_EXERCISE_: The entries shown next need to be written again word for word.

Stored dataset items:

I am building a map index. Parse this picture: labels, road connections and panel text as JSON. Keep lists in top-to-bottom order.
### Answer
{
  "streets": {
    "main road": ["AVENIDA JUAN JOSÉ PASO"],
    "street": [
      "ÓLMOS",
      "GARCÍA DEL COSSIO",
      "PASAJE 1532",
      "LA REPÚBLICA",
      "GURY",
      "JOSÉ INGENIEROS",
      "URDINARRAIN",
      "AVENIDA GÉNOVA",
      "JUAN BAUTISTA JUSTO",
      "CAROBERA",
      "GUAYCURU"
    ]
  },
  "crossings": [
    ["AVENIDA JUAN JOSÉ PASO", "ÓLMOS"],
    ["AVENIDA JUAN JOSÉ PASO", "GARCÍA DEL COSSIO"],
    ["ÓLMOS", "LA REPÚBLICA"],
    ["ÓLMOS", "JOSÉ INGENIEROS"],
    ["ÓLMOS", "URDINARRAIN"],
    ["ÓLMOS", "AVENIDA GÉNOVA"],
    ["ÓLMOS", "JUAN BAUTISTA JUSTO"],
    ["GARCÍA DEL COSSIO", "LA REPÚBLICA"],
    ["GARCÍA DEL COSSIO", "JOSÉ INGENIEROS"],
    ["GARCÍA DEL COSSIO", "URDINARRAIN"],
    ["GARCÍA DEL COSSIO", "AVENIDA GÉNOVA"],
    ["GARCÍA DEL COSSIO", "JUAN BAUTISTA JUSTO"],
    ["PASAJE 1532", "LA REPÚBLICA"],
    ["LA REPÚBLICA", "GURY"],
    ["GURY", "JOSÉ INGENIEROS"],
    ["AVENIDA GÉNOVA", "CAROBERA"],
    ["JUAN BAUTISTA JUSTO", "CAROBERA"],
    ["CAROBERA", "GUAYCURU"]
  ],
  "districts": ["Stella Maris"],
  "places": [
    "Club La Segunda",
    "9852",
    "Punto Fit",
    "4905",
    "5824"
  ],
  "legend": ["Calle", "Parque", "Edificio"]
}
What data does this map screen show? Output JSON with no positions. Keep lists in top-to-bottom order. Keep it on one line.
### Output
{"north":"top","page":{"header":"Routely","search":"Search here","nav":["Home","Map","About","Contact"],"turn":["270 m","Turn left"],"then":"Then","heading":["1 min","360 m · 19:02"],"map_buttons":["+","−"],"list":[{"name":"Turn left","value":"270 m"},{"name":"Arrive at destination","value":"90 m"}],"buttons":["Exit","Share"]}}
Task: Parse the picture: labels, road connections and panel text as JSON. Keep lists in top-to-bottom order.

_WRITTEN ANSWER_:
I am building a map index. Parse this picture: labels, road connections and panel text as JSON. Keep lists in top-to-bottom order.
### Answer
{
  "streets": {
    "main road": ["AVENIDA JUAN JOSÉ PASO"],
    "street": [
      "ÓLMOS",
      "GARCÍA DEL COSSIO",
      "PASAJE 1532",
      "LA REPÚBLICA",
      "GURY",
      "JOSÉ INGENIEROS",
      "URDINARRAIN",
      "AVENIDA GÉNOVA",
      "JUAN BAUTISTA JUSTO",
      "CAROBERA",
      "GUAYCURU"
    ]
  },
  "crossings": [
    ["AVENIDA JUAN JOSÉ PASO", "ÓLMOS"],
    ["AVENIDA JUAN JOSÉ PASO", "GARCÍA DEL COSSIO"],
    ["ÓLMOS", "LA REPÚBLICA"],
    ["ÓLMOS", "JOSÉ INGENIEROS"],
    ["ÓLMOS", "URDINARRAIN"],
    ["ÓLMOS", "AVENIDA GÉNOVA"],
    ["ÓLMOS", "JUAN BAUTISTA JUSTO"],
    ["GARCÍA DEL COSSIO", "LA REPÚBLICA"],
    ["GARCÍA DEL COSSIO", "JOSÉ INGENIEROS"],
    ["GARCÍA DEL COSSIO", "URDINARRAIN"],
    ["GARCÍA DEL COSSIO", "AVENIDA GÉNOVA"],
    ["GARCÍA DEL COSSIO", "JUAN BAUTISTA JUSTO"],
    ["PASAJE 1532", "LA REPÚBLICA"],
    ["LA REPÚBLICA", "GURY"],
    ["GURY", "JOSÉ INGENIEROS"],
    ["AVENIDA GÉNOVA", "CAROBERA"],
    ["JUAN BAUTISTA JUSTO", "CAROBERA"],
    ["CAROBERA", "GUAYCURU"]
  ],
  "districts": ["Stella Maris"],
  "places": [
    "Club La Segunda",
    "9852",
    "Punto Fit",
    "4905",
    "5824"
  ],
  "legend": ["Calle", "Parque", "Edificio"]
}
What data does this map screen show? Output JSON with no positions. Keep lists in top-to-bottom order. Keep it on one line.
### Output
{"north":"top","page":{"header":"Routely","search":"Search here","nav":["Home","Map","About","Contact"],"turn":["270 m","Turn left"],"then":"Then","heading":["1 min","360 m · 19:02"],"map_buttons":["+","−"],"list":[{"name":"Turn left","value":"270 m"},{"name":"Arrive at destination","value":"90 m"}],"buttons":["Exit","Share"]}}
Task: Parse the picture: labels, road connections and panel text as JSON. Keep lists in top-to-bottom order.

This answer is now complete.